Adventureman ‘counting down’ to finish line on US coast-to-coast run
Jamie McDonald, 32, has so far run more than nine million steps – averaging 53,000 a day.
Britain’s answer to Forrest Gump has fewer than 40 marathons to go to finish a 6,000-mile coast-to-coast run across the US dressed as a superhero.
Jamie McDonald, 32, has so far run more than nine million steps – averaging 53,000 a day – through 12 of the 20 states on his challenge, wearing a costume designed by a 10-year-old boy.
He is currently in South Carolina having completed more than 165 marathons and run over 4,500 miles.
During the run he is visiting sick children in hospital and has raised more than 120,000 dollars (£92,000) along the way.
PART TWO 🎥— Adventureman (@MrJamieMcDonald) January 21, 2019
We're at $150,000 & we're trying to reach $1,000,000 & as we know, this is the 'last leg' where all the donations come in thick & fast, so please keep the donations coming in to support sick kids lives 🙌
Donate here: (https://t.co/gpZF2Gkl16) ❤️#HomewardBound 🏃🏻 pic.twitter.com/Lt4MjM3MwD
The former tennis coach, from Gloucester, started his feat in April last year at Cape Alava in Washington state, the most western point of the US, and plans on finishing in Gloucester, Massachusetts, in March.
Running by himself and without a support crew, Mr McDonald will battle through desolate and lonely deserts, sub-zero temperatures and the constant threat of wild animals, injuries and the uncertain elements as he runs the equivalent of 230 marathons.
Since beginning his adventure, he has been caught in a terrifying flood in Junction, Texas, been mistaken for a Mexican drug runner, dodged striking snakes, scorpions and spiders, and been ordered to come out of his tent “with his hands first” by a police officer with his hand on his holster.
He has previously run across Canada dressed as superhero The Flash and this time he is running as his alter ego, Adventureman.
Mr McDonald, who is in a relationship with fellow adventurer Anna McNuff, said: “It’s been lonely.
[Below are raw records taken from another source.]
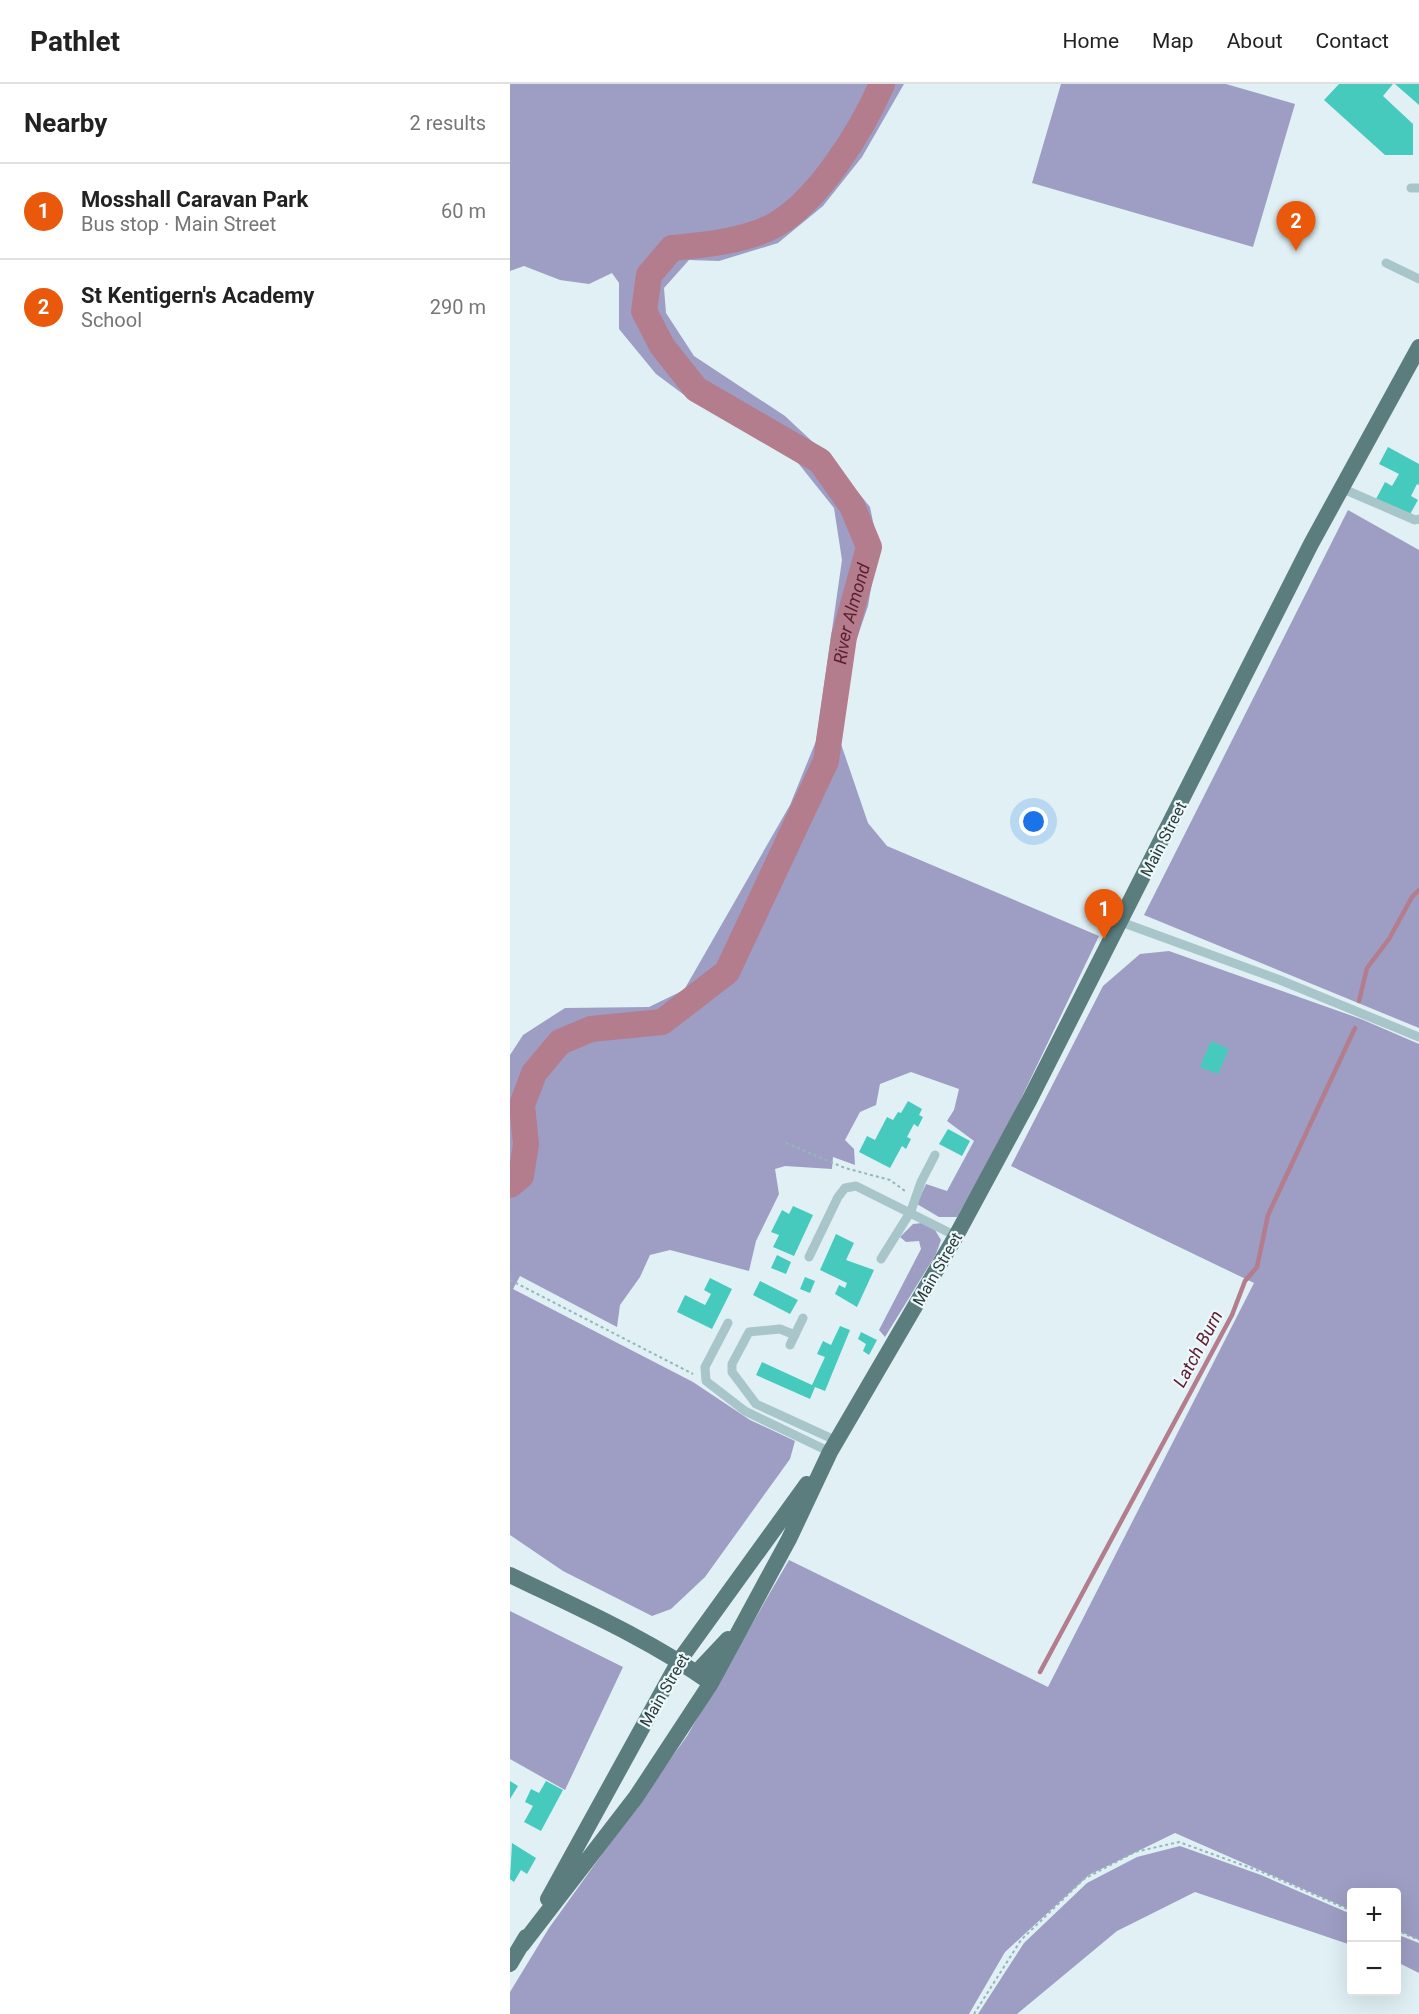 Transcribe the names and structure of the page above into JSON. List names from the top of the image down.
{
  "streets": {
    "main road": ["Main Street"]
  },
  "water": ["River Almond", "Latch Burn"],
  "page": {
    "header": "Pathlet",
    "nav": [
      "Home",
      "Map",
      "About",
      "Contact"
    ],
    "heading": ["Nearby", "2 results"],
    "list": [
      {
        "mark": "1",
        "name": "Mosshall Caravan Park",
        "note": "Bus stop · Main Street",
        "value": "60 m"
      },
      {
        "mark": "2",
        "name": "St Kentigern's Academy",
        "note": "School",
        "value": "290 m"
      }
    ],
    "pins": ["2", "1"],
    "map_buttons": ["+", "−"]
  }
}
I’ve doubted myself more than I ever have.
“I’ve slept in more bushes than I can remember, but also been fortunate to be supported often by the communities I’ve ran through.
“I can’t begin to describe the support I’ve had both on and offline, both in terms of donations and love.
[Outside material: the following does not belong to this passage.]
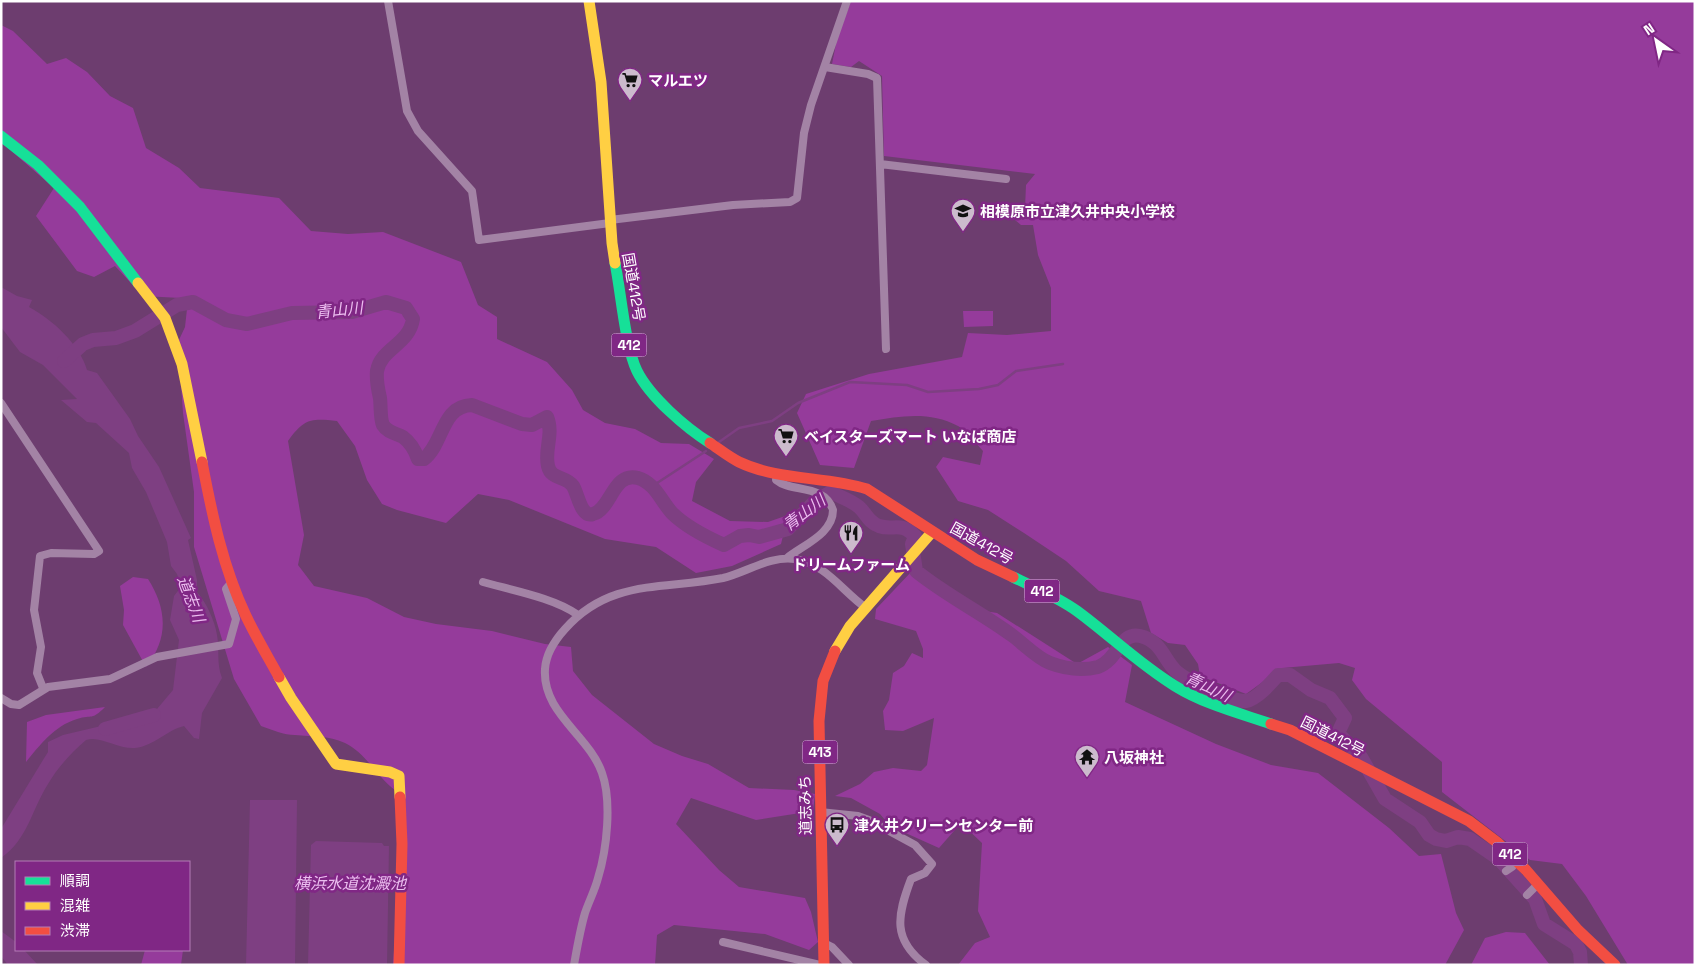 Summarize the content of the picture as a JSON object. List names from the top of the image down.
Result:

“I’ve run through freezing rainforest downpours and the Arizonan desert summer.
“I’ve been caught up in a freak flood that devastated a town, camped in places surrounded by bears, cougars, mountain lions, spiders and snakes – if I didn’t have video proof, even I’m not sure I’d believe me.
“I’ve listened to some heartbreaking stories from the children I’ve met in hospitals over the last 4,500 miles.
“But each injury and each twist and turn has only made me stronger and more determined. I want to help, because I know I can. I know that we can.”
Mr McDonald, who suffered from a debilitating immune deficiency and the potentially fatal spinal condition syringomyelia as a child, spent the first nine years of his life in and out of children’s hospitals.
He added: “I’m starting the official countdown. Forty marathons to go – still the equivalent of running from John O’Groats to Land’s End in the UK and then 150 miles more.
“Forty marathons until I’ve completed the hardest challenge I’ve ever set myself. On which note, I have a little surprise to announce when I hit 20 marathons left.
“All I can ask is, please keep donating. Please keep sharing, and please keep believing that we can make the world a better place for sick kids everywhere.”
Mr McDonald came to prominence in 2012 when he cycled 14,000 miles from Bangkok to Gloucester on a £50 second-hand bike.
Weeks after returning to Gloucester, he set a new world record for cycling non-stop on a static bike.
In February 2013, two months after setting the new world record, he began his run across Canada.